TASK REQUIREMENTS:
Leave the pictures aside and give back every entry below word for word.

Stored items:

....

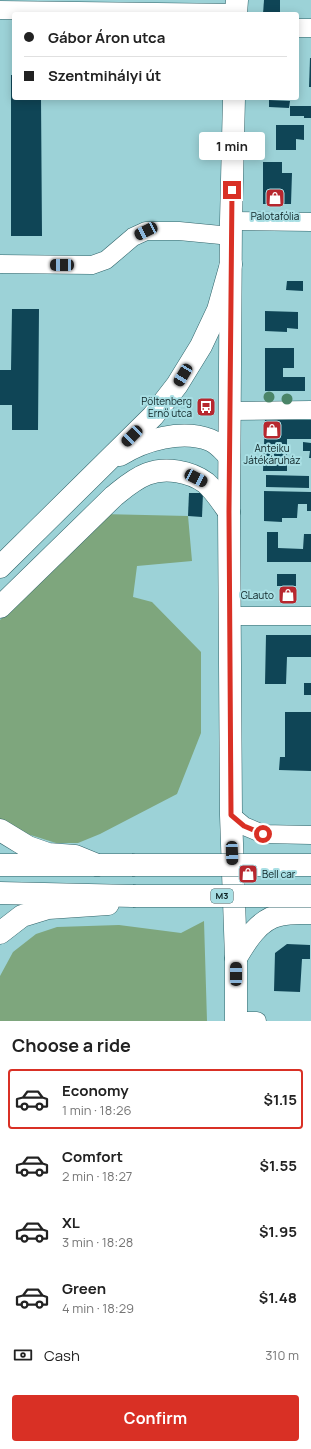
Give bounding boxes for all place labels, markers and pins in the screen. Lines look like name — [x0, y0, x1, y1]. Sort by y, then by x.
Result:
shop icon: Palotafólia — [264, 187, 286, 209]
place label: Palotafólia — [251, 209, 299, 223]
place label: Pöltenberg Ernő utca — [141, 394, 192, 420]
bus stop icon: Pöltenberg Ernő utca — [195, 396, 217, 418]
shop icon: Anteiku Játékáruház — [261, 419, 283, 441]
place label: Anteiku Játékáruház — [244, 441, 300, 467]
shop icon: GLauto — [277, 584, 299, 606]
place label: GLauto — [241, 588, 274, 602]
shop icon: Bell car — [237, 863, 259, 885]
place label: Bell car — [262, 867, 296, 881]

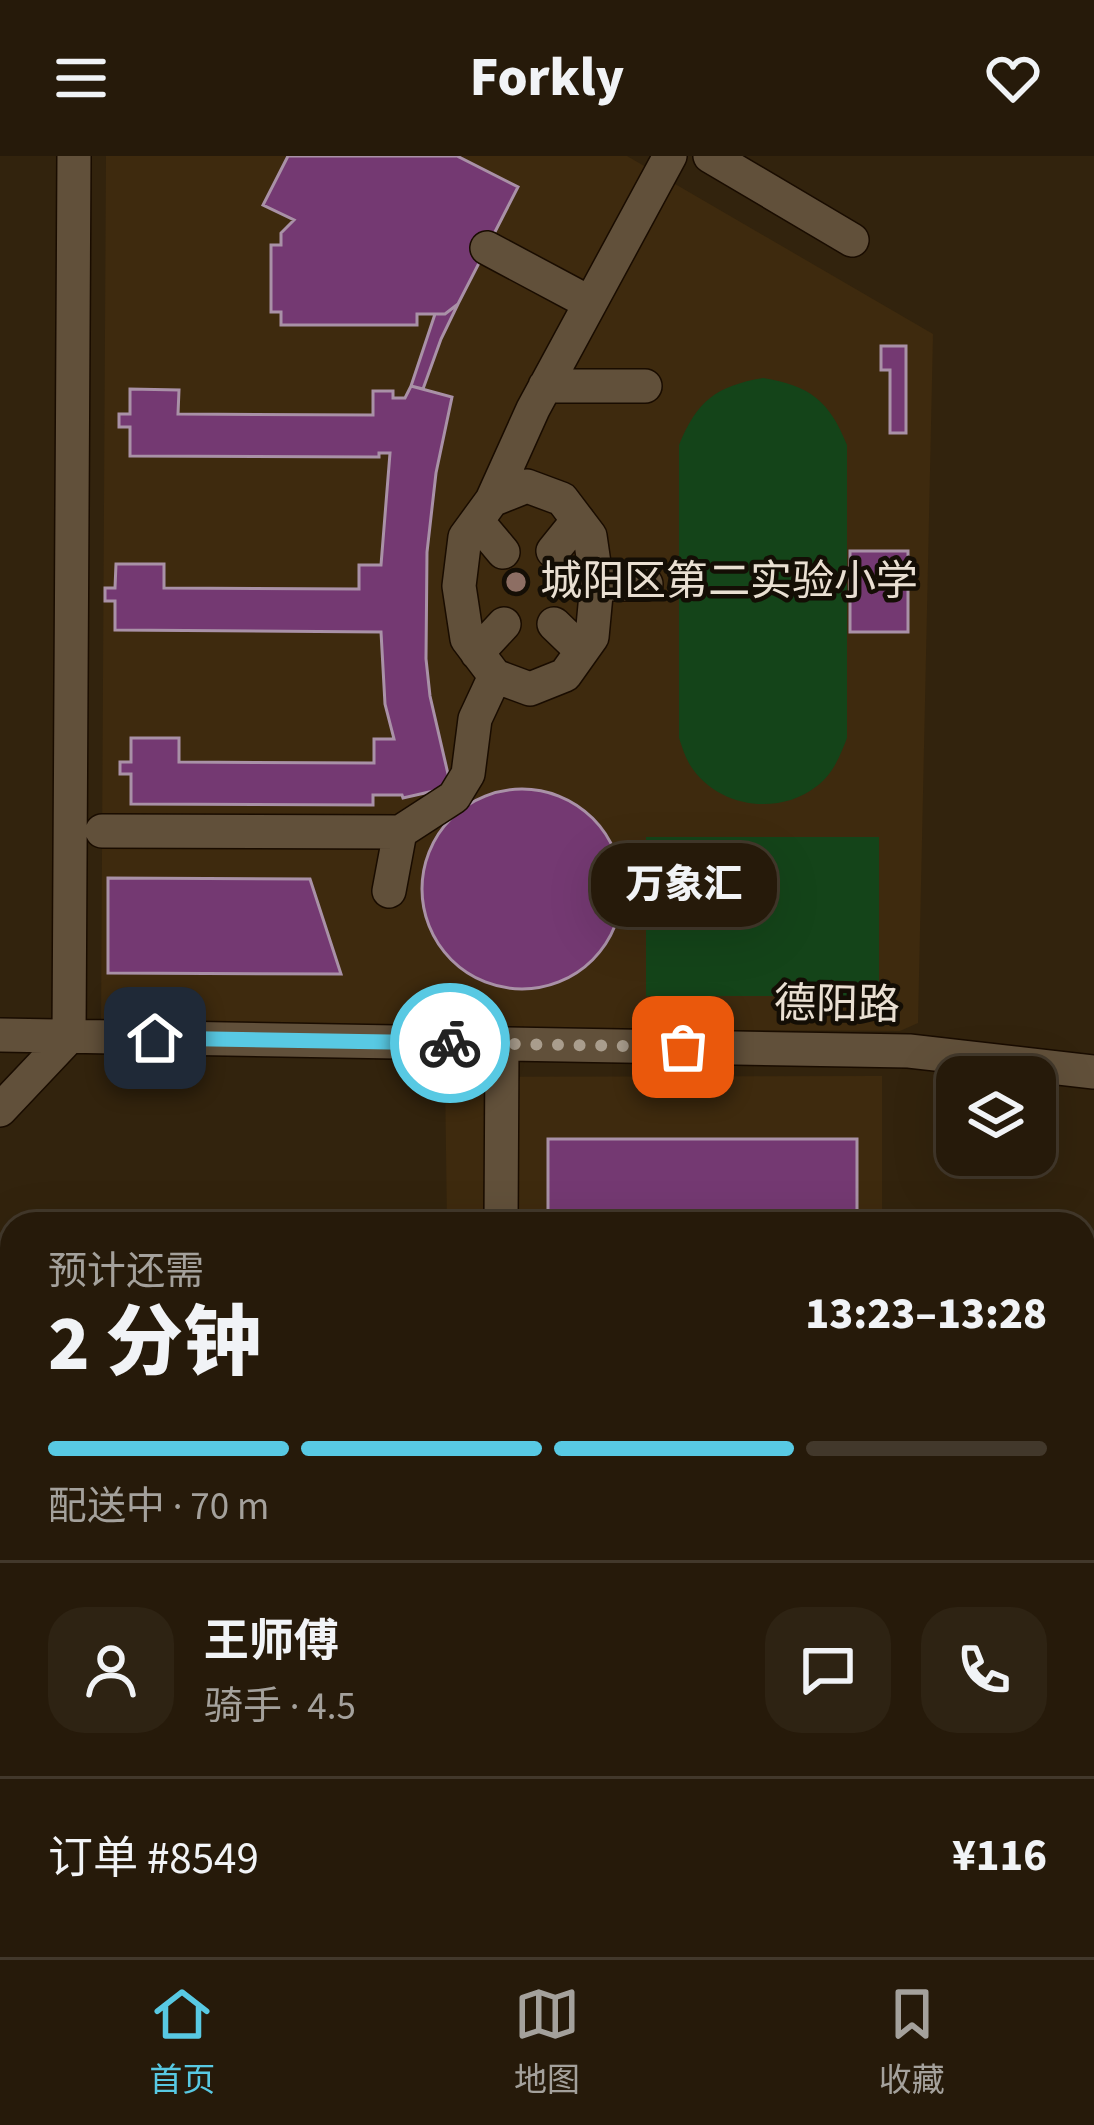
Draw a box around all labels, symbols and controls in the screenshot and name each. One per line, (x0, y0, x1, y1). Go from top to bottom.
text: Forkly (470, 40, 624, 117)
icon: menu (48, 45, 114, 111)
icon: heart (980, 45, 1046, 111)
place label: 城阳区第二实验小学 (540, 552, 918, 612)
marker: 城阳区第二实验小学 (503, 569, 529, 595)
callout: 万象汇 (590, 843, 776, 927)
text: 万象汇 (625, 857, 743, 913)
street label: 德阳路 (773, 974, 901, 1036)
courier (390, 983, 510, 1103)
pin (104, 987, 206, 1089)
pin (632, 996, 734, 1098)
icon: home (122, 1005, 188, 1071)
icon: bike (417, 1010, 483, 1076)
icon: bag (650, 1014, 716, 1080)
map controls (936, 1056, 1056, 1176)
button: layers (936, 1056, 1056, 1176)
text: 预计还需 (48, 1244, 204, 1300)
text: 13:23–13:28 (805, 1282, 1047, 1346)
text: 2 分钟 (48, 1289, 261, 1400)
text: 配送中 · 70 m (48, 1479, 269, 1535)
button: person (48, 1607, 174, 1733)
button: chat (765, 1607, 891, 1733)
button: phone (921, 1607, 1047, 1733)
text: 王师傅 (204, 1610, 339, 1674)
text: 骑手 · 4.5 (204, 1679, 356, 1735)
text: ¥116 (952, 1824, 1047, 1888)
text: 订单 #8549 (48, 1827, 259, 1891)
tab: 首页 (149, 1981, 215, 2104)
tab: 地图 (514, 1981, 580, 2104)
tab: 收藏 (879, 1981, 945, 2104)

....

OUTPUT FOR THIS TASK:
Give bounding boxes for all place labels, markers and pins in the screen. Lines look like name — [x0, y0, x1, y1]. Sort by y, then by x.
Result:
shop icon: Palotafólia — [264, 187, 286, 209]
place label: Palotafólia — [251, 209, 299, 223]
place label: Pöltenberg Ernő utca — [141, 394, 192, 420]
bus stop icon: Pöltenberg Ernő utca — [195, 396, 217, 418]
shop icon: Anteiku Játékáruház — [261, 419, 283, 441]
place label: Anteiku Játékáruház — [244, 441, 300, 467]
shop icon: GLauto — [277, 584, 299, 606]
place label: GLauto — [241, 588, 274, 602]
shop icon: Bell car — [237, 863, 259, 885]
place label: Bell car — [262, 867, 296, 881]

Draw a box around all labels, symbols and controls in the screenshot and name each. One per line, (x0, y0, x1, y1). Go from top to bottom.
text: Forkly (470, 40, 624, 117)
icon: menu (48, 45, 114, 111)
icon: heart (980, 45, 1046, 111)
place label: 城阳区第二实验小学 (540, 552, 918, 612)
marker: 城阳区第二实验小学 (503, 569, 529, 595)
callout: 万象汇 (590, 843, 776, 927)
text: 万象汇 (625, 857, 743, 913)
street label: 德阳路 (773, 974, 901, 1036)
courier (390, 983, 510, 1103)
pin (104, 987, 206, 1089)
pin (632, 996, 734, 1098)
icon: home (122, 1005, 188, 1071)
icon: bike (417, 1010, 483, 1076)
icon: bag (650, 1014, 716, 1080)
map controls (936, 1056, 1056, 1176)
button: layers (936, 1056, 1056, 1176)
text: 预计还需 (48, 1244, 204, 1300)
text: 13:23–13:28 (805, 1282, 1047, 1346)
text: 2 分钟 (48, 1289, 261, 1400)
text: 配送中 · 70 m (48, 1479, 269, 1535)
button: person (48, 1607, 174, 1733)
button: chat (765, 1607, 891, 1733)
button: phone (921, 1607, 1047, 1733)
text: 王师傅 (204, 1610, 339, 1674)
text: 骑手 · 4.5 (204, 1679, 356, 1735)
text: ¥116 (952, 1824, 1047, 1888)
text: 订单 #8549 (48, 1827, 259, 1891)
tab: 首页 (149, 1981, 215, 2104)
tab: 地图 (514, 1981, 580, 2104)
tab: 收藏 (879, 1981, 945, 2104)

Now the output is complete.